The 12th-generation head of the business, Takai Kozan, was a cultivated man and a fan of Hokusai's. When the artist fell on hard times he invited him to Obuse. He named Hokusai's studio Hekiiken, alluding to a Chinese poem about a river in spring. The original poem is written on noren curtains by the brewery gate.

"Sake is more than a product," Cummings said. "It's a culture." To help visitors enjoy this, she insisted on making many changes, such as revealing the private garden to diners in the restaurant.

As we talked, tasty new dishes arrived from the kitchen: charcoal-grilled chicken, fresh salad and a platter of abalone, mushrooms and young bamboo.

Glossy, modern refrigerators are built into the walls, but nothing is frozen. "If you can't get fresh produce in the country, where can you get it?" asked Cummings. "Fusion cooking is very fashionable now but we wanted to offer old-style Japanese food. It's a lot of hard work, but it's great to revive old family recipes."

Another American, John Morford, masterminded the design of the restaurant. When Cummings saw his interiors for the Shinjuku Park Hyatt Hotel, she flew straight out to Hong Kong to meet him. By contrast, when it came to recruiting staff the company avoided the big cities preferring to train local people. She said, "At first they were very shy about the open kitchen, but now I think they're quite proud to be here."

Restaurant manager Norikazu Suzuki agreed. "It's good to have direct contact with the customers," he said. "We can see what people enjoy."

The two massive barrels are highly significant.
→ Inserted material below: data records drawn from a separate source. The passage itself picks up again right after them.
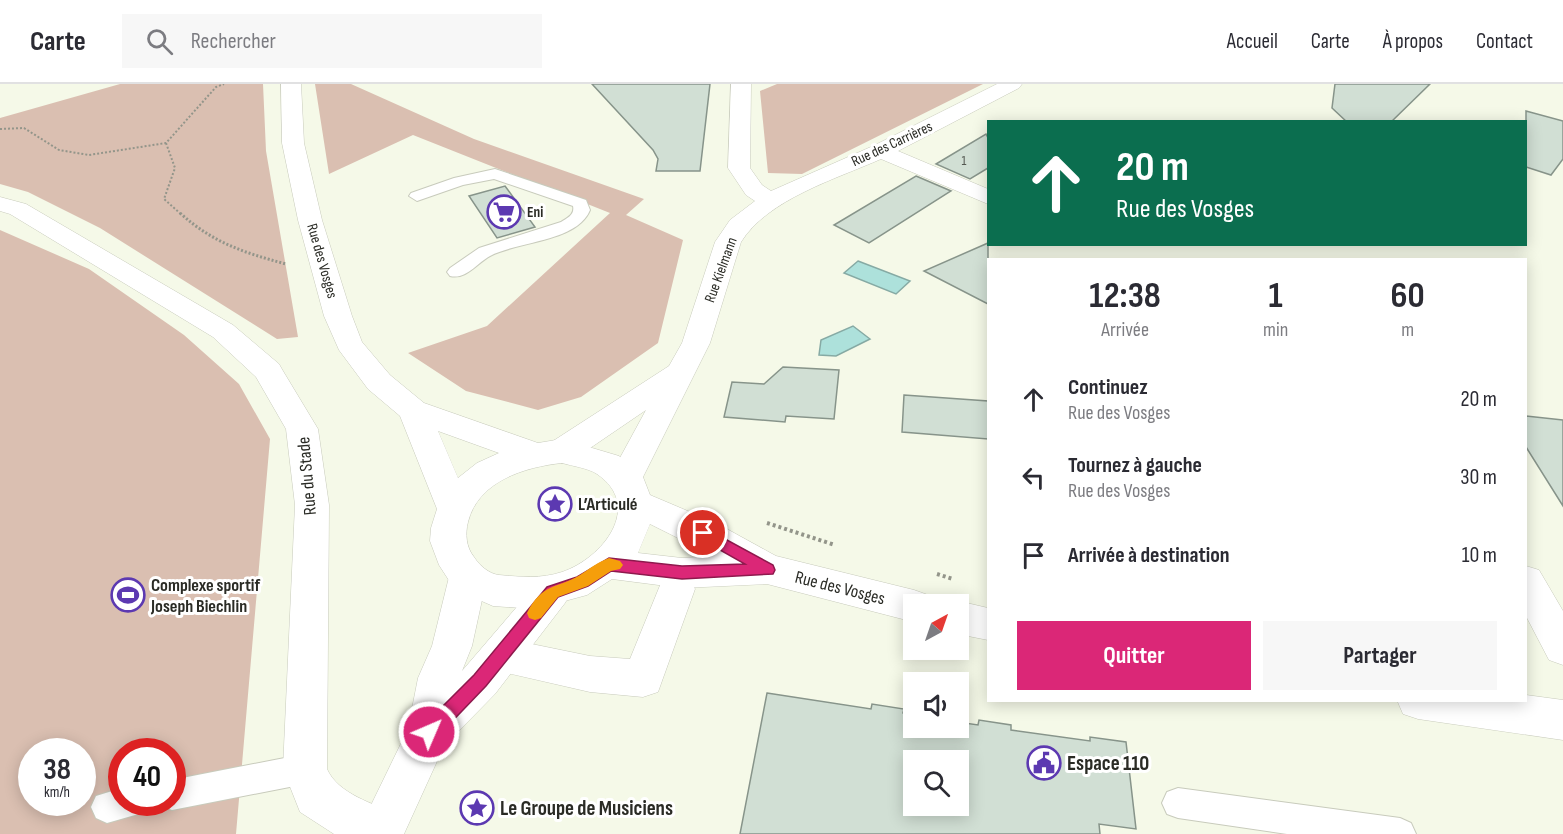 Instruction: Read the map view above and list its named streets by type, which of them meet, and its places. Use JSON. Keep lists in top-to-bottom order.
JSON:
{
  "streets": {
    "street": [
      "Rue des Carrières",
      "Rue des Vosges",
      "Rue Kielmann",
      "Rue du Stade"
    ]
  },
  "crossings": [
    ["Rue des Carrières", "Rue Kielmann"],
    ["Rue des Vosges", "Rue Kielmann"]
  ],
  "places": {
    "supermarket": ["Eni"],
    "place": ["L’Articulé", "Le Groupe de Musiciens"],
    "sports": ["Complexe sportif Joseph Biechlin"],
    "public building": ["Espace 110"]
  },
  "house_numbers": ["1"],
  "north": "top right",
  "page": {
    "header": "Carte",
    "search": "Rechercher",
    "nav": [
      "Accueil",
      "Carte",
      "À propos",
      "Contact"
    ],
    "turn": ["20 m", "Rue des Vosges"],
    "eta": [
      "12:38",
      "Arrivée",
      "1",
      "min",
      "60",
      "m"
    ],
    "list": [
      {
        "name": "Continuez",
        "note": "Rue des Vosges",
        "value": "20 m"
      },
      {
        "name": "Tournez à gauche",
        "note": "Rue des Vosges",
        "value": "30 m"
      },
      {
        "name": "Arrivée à destination",
        "value": "10 m"
      }
    ],
    "buttons": ["Quitter", "Partager"],
    "speed": "38 km/h",
    "limit": "40"
  }
} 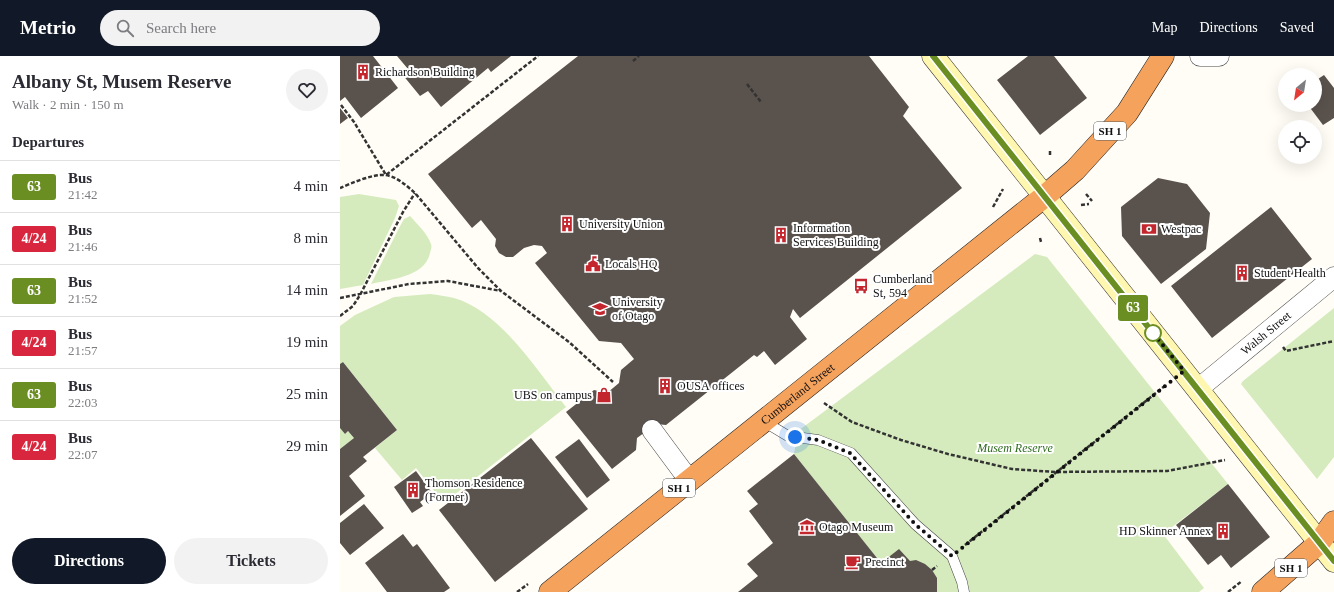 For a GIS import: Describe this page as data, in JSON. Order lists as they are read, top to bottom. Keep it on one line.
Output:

For the first time in 50 years the company is brewing in authentic cedar vats. Cummings, who is also a sake sommelier, said, "As far as I know we're the only company using them at the moment." The resulting Hakkin (White Gold) sake is limited to 2,000 bottles, and will go on sale National Sake Day, Oct. 1.

Masuichi's head brewer is 74 years old and has worked there for 50 years. During the busy winter months, young and old workers alike climb a steep wooden staircase to stay in cozy rooms above the brewery. "The old traditions are just surviving," said Cummings.

Visitors to the shop and bar on Obuse high street see a lively painting of sake workers by the doorway, including a young woman with blonde hair.

"This year our production has increased three-fold and the quality is still there. That's the Sarah effect!" said Ichimura with a smile. "Now we can see a future."

After a delicious chestnut ice cream, he took us out into the crisp night air to see a special view. It was an old brick chimney lit up beyond a silhouette of tiled roofs. Ichimura had been anxious that it might be damaged in a storm, but on a recent trip to Britain he realized that, happily, skilled bricklayers could still be found.

Such are the perils and pleasures of keeping tradition alive.